Шрифт:
Интервал:
Закладка:
Из спаленки выбралась янтарная костянка. Комнаты были хранилищами для яиц многоножки: кладки блестели от слизи. Соня отшвырнула домик.
— Сфоткай меня! — Кирилл оседлал лошадку.
Алиса прицелилась камерой. Женя изучал пострадавшие гравюры, а Оля уходила по туннелю из хлама…
— Ну, гаденыш! Убью тебя!
Холодная капля угодила за шиворот. По книжным страницам — этим прямоугольным кувшинкам на мелководье — скакали блохи. Лодыжки засвербели.
— Латынь, — пробормотал Женя, водя фонариком. — И греческий. И французский…
Он приподнял томище с выгравированной звездой. Полистал, вовсе не поняв, на каком языке это написано. Буквы струились по диагонали, и от их неправильности заныло в затылке.
* * *
Артем бороздил темноту. Он шел так уверенно, шел, превозмогая страх, — как дети идут к своим умершим, но воскресшим матерям.
Зал заканчивался постаментом — ступенчатой пирамидой из осклизлого камня. Постамент вызвал ассоциации с пьедесталом в крематории, но вместо гроба на нем стояло что-то плоское, занавешенное серой истлевшей тряпкой. Артем взобрался на возвышение… — пальцы словно коснулись свиной кожи. Тряпка полетела в лужицу.
Артем едва не закричал, когда чья-то рука вцепилась ему в ворот. Он решил, это старик с крюком, Бука, человек, охраняющий мир мертвецов, кремирующий матерей. Но на ступеньках стояла Оля.
— Больше я за тобой бегать не буду, понял?
Артем попробовал выпутаться, но сестра держала крепко.
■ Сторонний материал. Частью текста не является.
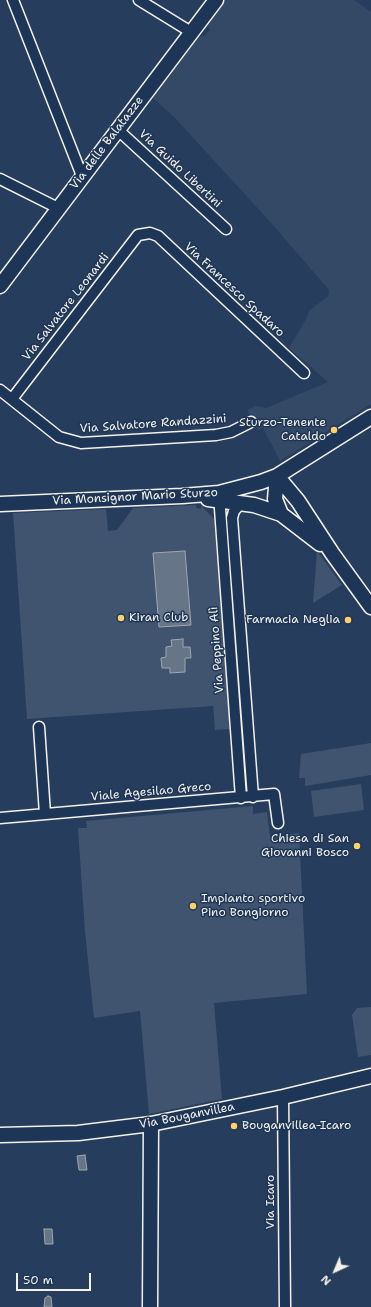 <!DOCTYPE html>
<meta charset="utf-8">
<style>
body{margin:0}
#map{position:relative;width:371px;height:1307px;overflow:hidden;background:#263d5d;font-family:"Shantell Sans",sans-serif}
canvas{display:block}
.north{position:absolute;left:315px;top:1251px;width:40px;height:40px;-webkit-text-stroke:3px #1d3557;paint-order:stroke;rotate:224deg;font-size:11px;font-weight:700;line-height:16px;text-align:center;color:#f4f1e8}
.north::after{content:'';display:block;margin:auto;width:14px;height:18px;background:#f4f1e8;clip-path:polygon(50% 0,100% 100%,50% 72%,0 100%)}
.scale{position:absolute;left:16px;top:1273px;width:75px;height:18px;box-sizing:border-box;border:2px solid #f4f1e8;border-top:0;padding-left:5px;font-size:12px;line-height:14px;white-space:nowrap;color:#f4f1e8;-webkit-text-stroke:3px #1d3557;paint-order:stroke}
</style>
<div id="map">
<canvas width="371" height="1307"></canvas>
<div class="north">N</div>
<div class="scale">50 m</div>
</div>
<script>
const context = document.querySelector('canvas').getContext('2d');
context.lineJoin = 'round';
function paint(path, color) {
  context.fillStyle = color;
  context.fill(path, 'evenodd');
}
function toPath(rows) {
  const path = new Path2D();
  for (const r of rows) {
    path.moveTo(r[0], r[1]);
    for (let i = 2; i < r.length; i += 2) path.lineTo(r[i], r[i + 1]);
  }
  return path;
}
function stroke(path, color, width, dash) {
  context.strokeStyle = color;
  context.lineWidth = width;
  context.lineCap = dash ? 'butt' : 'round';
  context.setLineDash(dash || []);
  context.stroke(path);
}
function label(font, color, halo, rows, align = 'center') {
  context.font = font + ' "Shantell Sans",sans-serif';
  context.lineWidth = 3;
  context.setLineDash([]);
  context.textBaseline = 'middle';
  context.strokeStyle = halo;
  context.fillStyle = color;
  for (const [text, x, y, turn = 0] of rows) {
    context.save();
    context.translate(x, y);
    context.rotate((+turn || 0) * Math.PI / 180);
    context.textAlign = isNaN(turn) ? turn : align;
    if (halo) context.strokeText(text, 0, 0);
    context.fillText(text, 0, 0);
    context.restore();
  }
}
paint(toPath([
 [224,0,354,0,371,12,371,404,280,461,263,428,258,430,247,410,256,406,266,408,328,382,289,348,306,319,309,311,328,296,329,290,272,224,175,118,152,97,196,37,205,36,207,33,210,30,207,22]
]), '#334966');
paint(toPath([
 [196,505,196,508,201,509,201,505,214,519,230,729,215,730,213,706,27,719,13,513,106,509,108,531,117,530,133,508],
 [317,551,342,585,313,603],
 [371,743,371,775,305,786,305,778,299,778,301,754],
 [361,784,364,810,314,817,311,791],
 [253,806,253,814,267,812,270,836,299,833,307,994,214,1003,222,1099,149,1114,140,1011,94,1018,85,932,78,828,87,828,86,821],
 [371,1007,371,1055,358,1057,352,1015,357,1008]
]), '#40546f');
const water = toPath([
 [185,551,191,625,159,627,153,553,185,551],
 [183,639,183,647,190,647,191,658,185,658,185,672,170,673,170,668,162,668,161,658,166,657,166,647,172,646,171,640,183,639],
 [85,1155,87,1170,79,1170,77,1156,85,1155],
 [44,1229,52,1229,53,1244,45,1244,44,1229],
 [48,1296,51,1297,52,1307,44,1307,45,1298,48,1296]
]);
paint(water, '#677588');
stroke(water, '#9fa7ae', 1);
const street = toPath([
 [13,0,82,176],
 [139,0,191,32],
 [117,129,226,229],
 [0,179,58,208],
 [0,390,59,437,81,443,216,435,231,432,251,422],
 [12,399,138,235,150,233,158,236,304,373],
 [219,495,241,798],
 [241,503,234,511,232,518,253,797],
 [39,727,45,814],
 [0,818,274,794,278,823],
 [283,1097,285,1307]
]);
const secondary = toPath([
 [0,286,216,0],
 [277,476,298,501,332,553,371,607],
 [277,476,275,499,281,514,320,544],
 [208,499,254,505,281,514],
 [0,504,182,496,219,493,261,482,277,476,371,417],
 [0,1135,78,1133,151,1124,283,1097,371,1076],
 [150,1307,151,1124]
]);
stroke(street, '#f4f1e8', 13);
stroke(secondary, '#f4f1e8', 17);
stroke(street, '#1d3557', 10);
stroke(secondary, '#1d3557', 14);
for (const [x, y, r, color] of [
 [334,430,4,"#ffd166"],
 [121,618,4,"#ffd166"],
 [348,620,4,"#ffd166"],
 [357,846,4,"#ffd166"],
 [193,906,4,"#ffd166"],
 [234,1126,4,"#ffd166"]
]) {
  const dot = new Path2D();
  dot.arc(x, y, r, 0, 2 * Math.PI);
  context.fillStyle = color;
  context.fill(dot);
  stroke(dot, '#1d3557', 1.5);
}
label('12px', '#f4f1e8', '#1d3557', [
 ["Via delle Balatazze",107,143,-53],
 ["Via Guido Libertini",180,169,43],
 ["Via Francesco Spadaro",234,290,43],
 ["Via Salvatore Leonardi",66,307,-52],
 ["Via Salvatore Randazzini",153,424,-4],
 ["Via Monsignor Mario Sturzo",135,497,-3],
 ["Via Peppino Alì",217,650,-94],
 ["Viale Agesilao Greco",151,792,-5],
 ["Via Bouganvillea",187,1116,-11],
 ["Via Icaro",271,1202,-90]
]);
label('12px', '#f4f1e8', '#1d3557', [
 ["Sturzo-Tenente",326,423],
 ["Cataldo",326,437],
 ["Kiran Club",129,618,"left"],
 ["Farmacia Neglia",340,620],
 ["Chiesa di San",349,839],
 ["Giovanni Bosco",349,853],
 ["Impianto sportivo",201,899,"left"],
 ["Pino Bongiorno",201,913,"left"],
 ["Bouganvillea-Icaro",242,1126,"left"]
], 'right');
</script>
Держала и смотрела поверх его растрепанных волос. То, что она в полумраке приняла за дверной проем, было высоким зеркалом. Тусклое, в старинной облупившейся раме. Мельчайшие чешуйки краски осыпались, потревоженные людьми. Амальгама отражала гостей — их становилось больше. К постаменту подходили Алиса, Женя, Соня, Кирилл.
— Мама, — хныкнул Артем.
— Точно крыша поехала у малого. — Алиса оглядела зеркало и огарок свечи, стоящий прямо под ним. Наплывший воск растекся по камню. Алиса посветила на стены: — Вы это видели?
— Похоже на картинки из холла, — сказал Кирилл.
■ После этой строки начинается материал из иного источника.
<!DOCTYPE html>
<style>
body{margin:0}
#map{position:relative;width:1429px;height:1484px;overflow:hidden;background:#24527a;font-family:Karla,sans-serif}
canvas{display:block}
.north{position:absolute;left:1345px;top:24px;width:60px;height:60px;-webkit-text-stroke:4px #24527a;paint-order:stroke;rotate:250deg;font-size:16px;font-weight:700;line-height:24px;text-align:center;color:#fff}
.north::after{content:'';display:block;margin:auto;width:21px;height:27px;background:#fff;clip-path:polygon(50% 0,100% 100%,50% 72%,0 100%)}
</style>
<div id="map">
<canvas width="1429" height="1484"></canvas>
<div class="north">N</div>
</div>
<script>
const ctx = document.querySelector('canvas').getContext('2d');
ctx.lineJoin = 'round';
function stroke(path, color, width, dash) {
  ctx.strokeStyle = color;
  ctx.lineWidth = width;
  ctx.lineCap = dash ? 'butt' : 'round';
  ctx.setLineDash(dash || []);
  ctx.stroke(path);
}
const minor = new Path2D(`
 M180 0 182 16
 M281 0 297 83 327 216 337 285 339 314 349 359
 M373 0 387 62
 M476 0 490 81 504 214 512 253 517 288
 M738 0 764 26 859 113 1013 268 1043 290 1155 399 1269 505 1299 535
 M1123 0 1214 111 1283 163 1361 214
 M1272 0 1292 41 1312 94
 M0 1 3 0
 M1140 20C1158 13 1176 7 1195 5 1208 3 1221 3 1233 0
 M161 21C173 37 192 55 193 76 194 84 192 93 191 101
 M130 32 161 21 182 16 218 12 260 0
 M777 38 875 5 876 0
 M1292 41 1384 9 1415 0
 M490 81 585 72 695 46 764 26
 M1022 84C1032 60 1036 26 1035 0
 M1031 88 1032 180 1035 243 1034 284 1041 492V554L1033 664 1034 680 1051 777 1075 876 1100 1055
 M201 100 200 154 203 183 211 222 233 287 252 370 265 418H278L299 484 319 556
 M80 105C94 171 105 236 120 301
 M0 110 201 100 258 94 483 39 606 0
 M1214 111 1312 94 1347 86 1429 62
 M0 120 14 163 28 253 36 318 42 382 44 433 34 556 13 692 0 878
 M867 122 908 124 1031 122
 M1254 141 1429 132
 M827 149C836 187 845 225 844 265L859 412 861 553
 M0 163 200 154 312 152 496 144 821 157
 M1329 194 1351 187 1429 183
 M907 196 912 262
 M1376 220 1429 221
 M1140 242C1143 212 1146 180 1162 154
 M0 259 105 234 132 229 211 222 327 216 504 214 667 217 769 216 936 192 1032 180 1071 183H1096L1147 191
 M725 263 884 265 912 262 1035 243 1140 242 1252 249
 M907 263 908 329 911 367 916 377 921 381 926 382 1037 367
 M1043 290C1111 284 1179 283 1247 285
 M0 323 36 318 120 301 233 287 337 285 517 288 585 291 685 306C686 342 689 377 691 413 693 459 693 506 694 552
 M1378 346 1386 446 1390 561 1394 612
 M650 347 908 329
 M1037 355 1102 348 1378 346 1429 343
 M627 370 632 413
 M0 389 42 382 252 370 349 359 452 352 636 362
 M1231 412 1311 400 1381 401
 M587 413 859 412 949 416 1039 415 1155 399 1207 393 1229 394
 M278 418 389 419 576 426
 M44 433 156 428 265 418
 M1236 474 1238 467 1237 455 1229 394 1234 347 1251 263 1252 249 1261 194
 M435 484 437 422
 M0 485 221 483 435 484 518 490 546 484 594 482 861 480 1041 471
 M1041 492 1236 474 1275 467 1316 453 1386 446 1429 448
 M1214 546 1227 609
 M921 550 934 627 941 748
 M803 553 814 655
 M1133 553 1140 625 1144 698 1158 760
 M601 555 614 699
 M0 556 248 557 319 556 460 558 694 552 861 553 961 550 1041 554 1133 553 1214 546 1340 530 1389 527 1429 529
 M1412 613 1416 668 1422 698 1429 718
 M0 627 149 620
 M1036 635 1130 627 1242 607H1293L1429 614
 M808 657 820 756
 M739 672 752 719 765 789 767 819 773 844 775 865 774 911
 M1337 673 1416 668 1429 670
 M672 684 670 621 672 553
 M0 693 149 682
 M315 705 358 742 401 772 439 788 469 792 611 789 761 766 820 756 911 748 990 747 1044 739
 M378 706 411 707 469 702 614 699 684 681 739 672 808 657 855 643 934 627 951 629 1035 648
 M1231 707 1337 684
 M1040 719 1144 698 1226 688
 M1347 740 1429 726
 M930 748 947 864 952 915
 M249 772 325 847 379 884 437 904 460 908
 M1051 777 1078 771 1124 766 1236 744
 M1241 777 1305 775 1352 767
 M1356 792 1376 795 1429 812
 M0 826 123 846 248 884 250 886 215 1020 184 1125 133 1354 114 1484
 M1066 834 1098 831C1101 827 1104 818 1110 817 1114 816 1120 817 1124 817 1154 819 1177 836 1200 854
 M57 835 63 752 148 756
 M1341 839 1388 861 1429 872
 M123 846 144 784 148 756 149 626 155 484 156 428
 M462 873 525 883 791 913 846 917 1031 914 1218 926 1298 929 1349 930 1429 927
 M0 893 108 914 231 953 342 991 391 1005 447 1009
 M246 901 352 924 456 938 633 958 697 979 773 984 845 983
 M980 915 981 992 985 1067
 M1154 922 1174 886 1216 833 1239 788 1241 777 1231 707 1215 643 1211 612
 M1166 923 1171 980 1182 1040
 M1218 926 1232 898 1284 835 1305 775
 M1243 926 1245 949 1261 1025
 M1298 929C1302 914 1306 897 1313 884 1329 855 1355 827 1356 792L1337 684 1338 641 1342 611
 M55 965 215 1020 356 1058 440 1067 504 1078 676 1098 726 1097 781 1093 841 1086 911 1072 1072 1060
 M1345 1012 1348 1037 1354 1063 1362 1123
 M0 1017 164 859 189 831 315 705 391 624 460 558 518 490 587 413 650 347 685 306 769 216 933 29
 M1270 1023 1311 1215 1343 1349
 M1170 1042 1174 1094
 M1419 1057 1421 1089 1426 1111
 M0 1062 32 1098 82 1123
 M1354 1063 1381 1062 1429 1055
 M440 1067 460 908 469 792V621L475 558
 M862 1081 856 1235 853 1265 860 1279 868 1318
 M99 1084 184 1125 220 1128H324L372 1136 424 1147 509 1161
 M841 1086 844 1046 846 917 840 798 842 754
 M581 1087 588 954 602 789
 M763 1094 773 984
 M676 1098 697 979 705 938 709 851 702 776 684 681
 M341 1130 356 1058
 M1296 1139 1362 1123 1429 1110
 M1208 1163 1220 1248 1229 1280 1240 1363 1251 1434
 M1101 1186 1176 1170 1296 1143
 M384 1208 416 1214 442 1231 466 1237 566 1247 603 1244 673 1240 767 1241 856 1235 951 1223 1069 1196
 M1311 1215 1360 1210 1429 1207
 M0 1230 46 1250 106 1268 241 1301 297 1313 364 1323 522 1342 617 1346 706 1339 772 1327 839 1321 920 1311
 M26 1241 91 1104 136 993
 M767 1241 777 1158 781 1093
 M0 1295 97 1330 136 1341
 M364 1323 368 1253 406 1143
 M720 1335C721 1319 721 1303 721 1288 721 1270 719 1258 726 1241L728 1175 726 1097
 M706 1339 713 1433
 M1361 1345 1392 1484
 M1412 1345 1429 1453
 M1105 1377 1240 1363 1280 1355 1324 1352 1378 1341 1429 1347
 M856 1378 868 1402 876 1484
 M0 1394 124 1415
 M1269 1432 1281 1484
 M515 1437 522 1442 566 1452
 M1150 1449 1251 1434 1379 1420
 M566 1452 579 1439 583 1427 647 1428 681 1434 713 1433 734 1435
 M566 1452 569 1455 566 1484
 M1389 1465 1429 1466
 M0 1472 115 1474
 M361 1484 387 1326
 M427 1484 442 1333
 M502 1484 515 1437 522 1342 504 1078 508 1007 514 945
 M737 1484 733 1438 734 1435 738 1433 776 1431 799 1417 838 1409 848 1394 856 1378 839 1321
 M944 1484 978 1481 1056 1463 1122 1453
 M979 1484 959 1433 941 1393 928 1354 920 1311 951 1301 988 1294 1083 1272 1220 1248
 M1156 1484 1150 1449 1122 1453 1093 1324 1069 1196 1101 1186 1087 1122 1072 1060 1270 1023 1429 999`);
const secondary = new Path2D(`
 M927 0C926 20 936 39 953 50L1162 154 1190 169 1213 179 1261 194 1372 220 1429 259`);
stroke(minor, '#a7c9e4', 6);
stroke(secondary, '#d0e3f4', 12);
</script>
— Только старее, — взволновался Женя.
Лучи озарили потрескавшиеся фрески. Арлекин танцевал кривляясь, и здесь его нечеловеческая сущность была очевиднее. Рыбак тащил из океана полный невод омерзительных полупрозрачных чудовищ с костями наружу. Крысы догоняли и терзали олененка. Женщины с пастями мурен секли косами торчащие из земли головы. Оля подумала, что нанятые художники воспроизвели сюжеты фрески — в таком случае демонтированное панно между этажами могло содержать сцену с детьми…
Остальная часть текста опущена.